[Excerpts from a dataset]
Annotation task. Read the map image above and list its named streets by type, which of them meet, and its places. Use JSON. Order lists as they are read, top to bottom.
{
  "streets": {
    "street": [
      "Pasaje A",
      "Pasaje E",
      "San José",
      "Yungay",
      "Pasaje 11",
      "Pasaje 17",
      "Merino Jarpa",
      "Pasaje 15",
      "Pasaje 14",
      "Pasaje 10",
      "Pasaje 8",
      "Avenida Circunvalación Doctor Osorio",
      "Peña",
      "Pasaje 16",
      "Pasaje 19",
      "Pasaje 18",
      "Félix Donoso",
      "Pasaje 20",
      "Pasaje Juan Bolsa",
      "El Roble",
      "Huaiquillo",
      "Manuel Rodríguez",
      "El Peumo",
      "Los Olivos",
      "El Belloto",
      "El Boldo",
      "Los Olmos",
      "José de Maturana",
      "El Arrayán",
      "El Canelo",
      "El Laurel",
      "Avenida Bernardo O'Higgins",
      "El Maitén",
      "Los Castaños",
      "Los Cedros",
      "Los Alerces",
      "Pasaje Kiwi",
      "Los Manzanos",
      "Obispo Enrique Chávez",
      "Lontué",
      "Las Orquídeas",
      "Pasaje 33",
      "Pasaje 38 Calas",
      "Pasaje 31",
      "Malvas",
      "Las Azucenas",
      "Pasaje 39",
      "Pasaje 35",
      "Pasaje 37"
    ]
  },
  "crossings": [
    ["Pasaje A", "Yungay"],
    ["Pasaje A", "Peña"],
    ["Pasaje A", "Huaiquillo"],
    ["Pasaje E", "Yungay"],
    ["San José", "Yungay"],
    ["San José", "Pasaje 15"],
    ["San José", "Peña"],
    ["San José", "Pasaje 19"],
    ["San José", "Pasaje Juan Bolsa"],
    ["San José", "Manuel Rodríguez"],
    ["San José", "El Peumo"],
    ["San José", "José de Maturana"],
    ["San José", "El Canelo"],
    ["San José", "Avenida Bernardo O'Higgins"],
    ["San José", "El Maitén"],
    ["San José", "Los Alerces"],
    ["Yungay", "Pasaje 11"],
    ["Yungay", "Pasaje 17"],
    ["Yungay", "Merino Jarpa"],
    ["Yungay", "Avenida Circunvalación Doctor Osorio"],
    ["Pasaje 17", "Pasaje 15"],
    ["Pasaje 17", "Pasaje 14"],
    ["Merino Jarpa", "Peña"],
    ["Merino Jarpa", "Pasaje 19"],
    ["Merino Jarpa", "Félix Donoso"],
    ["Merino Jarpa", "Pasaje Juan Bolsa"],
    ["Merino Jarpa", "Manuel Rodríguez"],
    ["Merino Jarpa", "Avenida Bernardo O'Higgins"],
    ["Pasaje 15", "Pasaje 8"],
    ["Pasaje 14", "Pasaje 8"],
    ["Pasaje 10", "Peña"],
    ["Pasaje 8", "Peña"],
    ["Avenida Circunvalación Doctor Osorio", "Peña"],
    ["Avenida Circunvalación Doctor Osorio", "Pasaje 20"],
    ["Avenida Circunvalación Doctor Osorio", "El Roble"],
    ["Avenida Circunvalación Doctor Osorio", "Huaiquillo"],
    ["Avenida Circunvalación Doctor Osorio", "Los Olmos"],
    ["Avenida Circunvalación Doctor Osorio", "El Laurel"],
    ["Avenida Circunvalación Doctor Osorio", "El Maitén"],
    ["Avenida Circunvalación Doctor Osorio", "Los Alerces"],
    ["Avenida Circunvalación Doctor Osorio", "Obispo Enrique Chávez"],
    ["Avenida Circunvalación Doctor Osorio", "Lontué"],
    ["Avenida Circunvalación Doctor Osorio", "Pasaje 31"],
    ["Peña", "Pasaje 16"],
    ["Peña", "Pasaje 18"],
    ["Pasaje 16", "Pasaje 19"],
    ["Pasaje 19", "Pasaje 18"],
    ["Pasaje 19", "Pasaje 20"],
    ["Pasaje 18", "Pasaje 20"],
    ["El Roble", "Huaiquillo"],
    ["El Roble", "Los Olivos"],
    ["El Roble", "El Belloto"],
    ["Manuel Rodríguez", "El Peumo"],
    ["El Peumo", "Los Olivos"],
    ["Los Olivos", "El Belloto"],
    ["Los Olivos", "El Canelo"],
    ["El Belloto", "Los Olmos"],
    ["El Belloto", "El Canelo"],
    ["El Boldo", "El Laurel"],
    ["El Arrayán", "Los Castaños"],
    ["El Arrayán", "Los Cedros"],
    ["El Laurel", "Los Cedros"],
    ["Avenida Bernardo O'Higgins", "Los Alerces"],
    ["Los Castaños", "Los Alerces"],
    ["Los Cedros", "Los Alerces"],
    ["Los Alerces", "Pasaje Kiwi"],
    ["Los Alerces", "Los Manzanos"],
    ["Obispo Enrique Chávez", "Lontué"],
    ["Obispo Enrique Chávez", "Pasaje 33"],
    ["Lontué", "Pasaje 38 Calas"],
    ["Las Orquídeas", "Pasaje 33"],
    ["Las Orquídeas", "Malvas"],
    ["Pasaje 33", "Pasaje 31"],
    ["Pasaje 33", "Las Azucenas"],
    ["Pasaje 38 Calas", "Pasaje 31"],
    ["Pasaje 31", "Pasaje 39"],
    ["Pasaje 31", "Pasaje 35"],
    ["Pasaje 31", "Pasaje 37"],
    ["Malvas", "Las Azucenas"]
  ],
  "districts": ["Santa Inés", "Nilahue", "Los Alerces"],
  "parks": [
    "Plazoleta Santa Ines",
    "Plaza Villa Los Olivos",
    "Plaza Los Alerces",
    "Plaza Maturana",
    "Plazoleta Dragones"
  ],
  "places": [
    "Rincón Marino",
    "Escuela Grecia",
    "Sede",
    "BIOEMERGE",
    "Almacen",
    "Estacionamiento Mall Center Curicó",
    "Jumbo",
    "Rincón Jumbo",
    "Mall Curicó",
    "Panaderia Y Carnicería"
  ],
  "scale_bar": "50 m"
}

#### Problem to work on
From the data above, give every line again exactly as it appears.

#### Reply to the task
Annotation task. Read the map image above and list its named streets by type, which of them meet, and its places. Use JSON. Order lists as they are read, top to bottom.
{
  "streets": {
    "street": [
      "Pasaje A",
      "Pasaje E",
      "San José",
      "Yungay",
      "Pasaje 11",
      "Pasaje 17",
      "Merino Jarpa",
      "Pasaje 15",
      "Pasaje 14",
      "Pasaje 10",
      "Pasaje 8",
      "Avenida Circunvalación Doctor Osorio",
      "Peña",
      "Pasaje 16",
      "Pasaje 19",
      "Pasaje 18",
      "Félix Donoso",
      "Pasaje 20",
      "Pasaje Juan Bolsa",
      "El Roble",
      "Huaiquillo",
      "Manuel Rodríguez",
      "El Peumo",
      "Los Olivos",
      "El Belloto",
      "El Boldo",
      "Los Olmos",
      "José de Maturana",
      "El Arrayán",
      "El Canelo",
      "El Laurel",
      "Avenida Bernardo O'Higgins",
      "El Maitén",
      "Los Castaños",
      "Los Cedros",
      "Los Alerces",
      "Pasaje Kiwi",
      "Los Manzanos",
      "Obispo Enrique Chávez",
      "Lontué",
      "Las Orquídeas",
      "Pasaje 33",
      "Pasaje 38 Calas",
      "Pasaje 31",
      "Malvas",
      "Las Azucenas",
      "Pasaje 39",
      "Pasaje 35",
      "Pasaje 37"
    ]
  },
  "crossings": [
    ["Pasaje A", "Yungay"],
    ["Pasaje A", "Peña"],
    ["Pasaje A", "Huaiquillo"],
    ["Pasaje E", "Yungay"],
    ["San José", "Yungay"],
    ["San José", "Pasaje 15"],
    ["San José", "Peña"],
    ["San José", "Pasaje 19"],
    ["San José", "Pasaje Juan Bolsa"],
    ["San José", "Manuel Rodríguez"],
    ["San José", "El Peumo"],
    ["San José", "José de Maturana"],
    ["San José", "El Canelo"],
    ["San José", "Avenida Bernardo O'Higgins"],
    ["San José", "El Maitén"],
    ["San José", "Los Alerces"],
    ["Yungay", "Pasaje 11"],
    ["Yungay", "Pasaje 17"],
    ["Yungay", "Merino Jarpa"],
    ["Yungay", "Avenida Circunvalación Doctor Osorio"],
    ["Pasaje 17", "Pasaje 15"],
    ["Pasaje 17", "Pasaje 14"],
    ["Merino Jarpa", "Peña"],
    ["Merino Jarpa", "Pasaje 19"],
    ["Merino Jarpa", "Félix Donoso"],
    ["Merino Jarpa", "Pasaje Juan Bolsa"],
    ["Merino Jarpa", "Manuel Rodríguez"],
    ["Merino Jarpa", "Avenida Bernardo O'Higgins"],
    ["Pasaje 15", "Pasaje 8"],
    ["Pasaje 14", "Pasaje 8"],
    ["Pasaje 10", "Peña"],
    ["Pasaje 8", "Peña"],
    ["Avenida Circunvalación Doctor Osorio", "Peña"],
    ["Avenida Circunvalación Doctor Osorio", "Pasaje 20"],
    ["Avenida Circunvalación Doctor Osorio", "El Roble"],
    ["Avenida Circunvalación Doctor Osorio", "Huaiquillo"],
    ["Avenida Circunvalación Doctor Osorio", "Los Olmos"],
    ["Avenida Circunvalación Doctor Osorio", "El Laurel"],
    ["Avenida Circunvalación Doctor Osorio", "El Maitén"],
    ["Avenida Circunvalación Doctor Osorio", "Los Alerces"],
    ["Avenida Circunvalación Doctor Osorio", "Obispo Enrique Chávez"],
    ["Avenida Circunvalación Doctor Osorio", "Lontué"],
    ["Avenida Circunvalación Doctor Osorio", "Pasaje 31"],
    ["Peña", "Pasaje 16"],
    ["Peña", "Pasaje 18"],
    ["Pasaje 16", "Pasaje 19"],
    ["Pasaje 19", "Pasaje 18"],
    ["Pasaje 19", "Pasaje 20"],
    ["Pasaje 18", "Pasaje 20"],
    ["El Roble", "Huaiquillo"],
    ["El Roble", "Los Olivos"],
    ["El Roble", "El Belloto"],
    ["Manuel Rodríguez", "El Peumo"],
    ["El Peumo", "Los Olivos"],
    ["Los Olivos", "El Belloto"],
    ["Los Olivos", "El Canelo"],
    ["El Belloto", "Los Olmos"],
    ["El Belloto", "El Canelo"],
    ["El Boldo", "El Laurel"],
    ["El Arrayán", "Los Castaños"],
    ["El Arrayán", "Los Cedros"],
    ["El Laurel", "Los Cedros"],
    ["Avenida Bernardo O'Higgins", "Los Alerces"],
    ["Los Castaños", "Los Alerces"],
    ["Los Cedros", "Los Alerces"],
    ["Los Alerces", "Pasaje Kiwi"],
    ["Los Alerces", "Los Manzanos"],
    ["Obispo Enrique Chávez", "Lontué"],
    ["Obispo Enrique Chávez", "Pasaje 33"],
    ["Lontué", "Pasaje 38 Calas"],
    ["Las Orquídeas", "Pasaje 33"],
    ["Las Orquídeas", "Malvas"],
    ["Pasaje 33", "Pasaje 31"],
    ["Pasaje 33", "Las Azucenas"],
    ["Pasaje 38 Calas", "Pasaje 31"],
    ["Pasaje 31", "Pasaje 39"],
    ["Pasaje 31", "Pasaje 35"],
    ["Pasaje 31", "Pasaje 37"],
    ["Malvas", "Las Azucenas"]
  ],
  "districts": ["Santa Inés", "Nilahue", "Los Alerces"],
  "parks": [
    "Plazoleta Santa Ines",
    "Plaza Villa Los Olivos",
    "Plaza Los Alerces",
    "Plaza Maturana",
    "Plazoleta Dragones"
  ],
  "places": [
    "Rincón Marino",
    "Escuela Grecia",
    "Sede",
    "BIOEMERGE",
    "Almacen",
    "Estacionamiento Mall Center Curicó",
    "Jumbo",
    "Rincón Jumbo",
    "Mall Curicó",
    "Panaderia Y Carnicería"
  ],
  "scale_bar": "50 m"
}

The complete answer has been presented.